I get off the train and walk the last few blocks, wanting to relish the fresh spring air. My skin prickles as soon as I approach the hospital. I pause before entering, a moment of peace before the onslaught of sounds and smells. But the waiting room is strangely empty, so quiet that I can hear the vending machines humming in the corner. I check in with the attending nurse and wait.
After a few minutes Jenny, my mother’s nurse, appears. She welcomes me with a big smile. She looks brighter today, her skin more cherubic than usual. Her optimism and springy demeanor grated me at first, her curls bobbing in a way I found cartoonish. I decide, right then and there, to like her. She has the kind of attitude necessary to surviving a place like this, has verve where I have none.
I follow Jenny down a hallway. “I’m so glad we were able to push the scan to today.
Hopefully we’ll have a better sense of what’s going on in your mother’s chest.” My heart quickens at the thought of my mother. Even now, bedridden and feeble, I feel her ability to hurt me.
Jenny escorts me through a series of doors. “Here we are,” she says before turning to look at me. “I’m glad it’s you who’ll be in there with her.”
****
Florence returns to me each morning after the first round of treatments and IV swaps and the agonizing hour of the day during which I try to eat. Sometimes she tries to sneak me griot and bannan fri, food I cannot stomach and that the doctor says I shouldn’t eat. No fried food, he’d insisted. But I couldn’t help myself; the goat was crisped to perfection, almost as good as my own.
I wonder where she gets it from. Despite the years I tried to teach her how to cook, she never managed to learn how to make a decent meal, not even diri kole ak pwa. Maybe she buys it from that place on Crown Street she took me years ago, where they called pikliz relish and the chairs were upholstered in bright tribal prints. A young white couple sat next to us, both of them wearing silver rings in their noses. I thought they looked ridiculous, like bulls. Gone was the laundromat and Irie’s, where you could get a beef patty for 50¢. Replaced by a luxury condo and boutique. Gone were the automats, the lines of vendors on Canal St. I saw white people everywhere—jogging with dogs, drinking beers on the sidewalk, pushing massive strollers.
A thin white curtain separates me from the patient next to me, a woman who is dying. Every evening she weeps after her son—her one and only son, she likes to remind me time and time again—leaves when visiting hours are over. She is a woman who relishes in the public expression of her pain. As for me, I’m not one to beg for pity. I keep my troubles to myself.
Yesterday my daughter looked tired. I noticed deep creases in her eyes, half-moons that revealed a string of sleepless nights. I watched her, remembered her as a little girl before she became defiant, too stubborn to tell me things. I’m always doing that, forgetting she’s much older than she is. Always seeing her as she once was. She was so beautiful when she was born. I couldn’t believe I had created something so perfect. The midwife called down so everyone could see her. “You must cherish her,” she said. I look at Florence and see her at six, eleven, seventeen. The first and only time she broke a bone – her right elbow, the time she told me she wanted nothing more than to be an astronaut, the agonizing period of time when nothing I did, nothing I ever said, was right. She thinks I don’t understand, but I do.
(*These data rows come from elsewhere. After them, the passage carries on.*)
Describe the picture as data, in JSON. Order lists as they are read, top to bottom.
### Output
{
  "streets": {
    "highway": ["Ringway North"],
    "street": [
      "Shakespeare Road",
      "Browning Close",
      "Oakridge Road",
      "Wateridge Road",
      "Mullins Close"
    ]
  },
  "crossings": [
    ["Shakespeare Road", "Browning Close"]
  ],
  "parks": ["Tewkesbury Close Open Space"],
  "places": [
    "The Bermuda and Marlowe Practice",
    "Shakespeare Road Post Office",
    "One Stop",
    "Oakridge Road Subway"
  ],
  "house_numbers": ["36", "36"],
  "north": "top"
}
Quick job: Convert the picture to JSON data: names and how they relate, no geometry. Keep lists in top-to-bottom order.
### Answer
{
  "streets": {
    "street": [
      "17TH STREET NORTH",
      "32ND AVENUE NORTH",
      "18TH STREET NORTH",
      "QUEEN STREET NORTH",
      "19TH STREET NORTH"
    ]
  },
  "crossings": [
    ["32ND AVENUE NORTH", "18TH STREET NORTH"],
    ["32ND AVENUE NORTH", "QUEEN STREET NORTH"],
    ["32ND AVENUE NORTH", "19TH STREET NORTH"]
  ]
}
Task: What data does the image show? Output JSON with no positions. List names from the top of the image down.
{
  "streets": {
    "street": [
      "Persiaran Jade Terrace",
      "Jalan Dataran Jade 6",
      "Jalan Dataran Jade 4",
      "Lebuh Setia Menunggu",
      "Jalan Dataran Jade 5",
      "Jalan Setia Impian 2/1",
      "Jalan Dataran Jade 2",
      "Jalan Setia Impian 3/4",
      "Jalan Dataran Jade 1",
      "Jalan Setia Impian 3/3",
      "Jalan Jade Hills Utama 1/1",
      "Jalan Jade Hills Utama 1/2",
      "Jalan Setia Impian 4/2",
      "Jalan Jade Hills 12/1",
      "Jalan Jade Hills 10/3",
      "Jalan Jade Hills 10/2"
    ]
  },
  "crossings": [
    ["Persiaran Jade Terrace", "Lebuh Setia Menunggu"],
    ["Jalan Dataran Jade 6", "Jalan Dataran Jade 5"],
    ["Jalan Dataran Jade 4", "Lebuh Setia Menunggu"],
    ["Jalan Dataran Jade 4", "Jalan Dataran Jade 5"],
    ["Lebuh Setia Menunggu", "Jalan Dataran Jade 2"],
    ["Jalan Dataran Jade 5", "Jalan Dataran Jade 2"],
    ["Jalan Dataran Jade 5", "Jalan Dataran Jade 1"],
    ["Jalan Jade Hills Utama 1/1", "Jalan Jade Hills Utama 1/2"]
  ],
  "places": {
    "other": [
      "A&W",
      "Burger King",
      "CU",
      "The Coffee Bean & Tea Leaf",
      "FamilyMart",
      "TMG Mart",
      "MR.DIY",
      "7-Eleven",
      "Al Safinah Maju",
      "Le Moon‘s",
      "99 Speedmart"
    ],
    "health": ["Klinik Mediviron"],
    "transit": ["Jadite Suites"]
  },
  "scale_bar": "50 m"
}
For three days now I’ve had these dreams. I usually wake up the next morning in a fog of amnesia, my reality distinctly altered but left unknown to me. I wake with the odd feeling that I’ve left my body behind. The line between my dreaming and waking life is not as firm as it once seemed.
Last night’s dream was stranger than usual. I found myself in deep and murky waters, which surrounded me on all sides. The water felt as great and broad as the open sky, glorious in its plainness, expanding from me. Great big waves of sky burst from my belly. I swelled and shivered, the weight of it almost too much, threatening to crush me. My mouth took on the taste of salt. My teeth slipped out of my jaw. I tried to swallow but my tongue got lost inside my gums, a useless worm darting frantically in my mouth. I struggled as more salt filled my lungs.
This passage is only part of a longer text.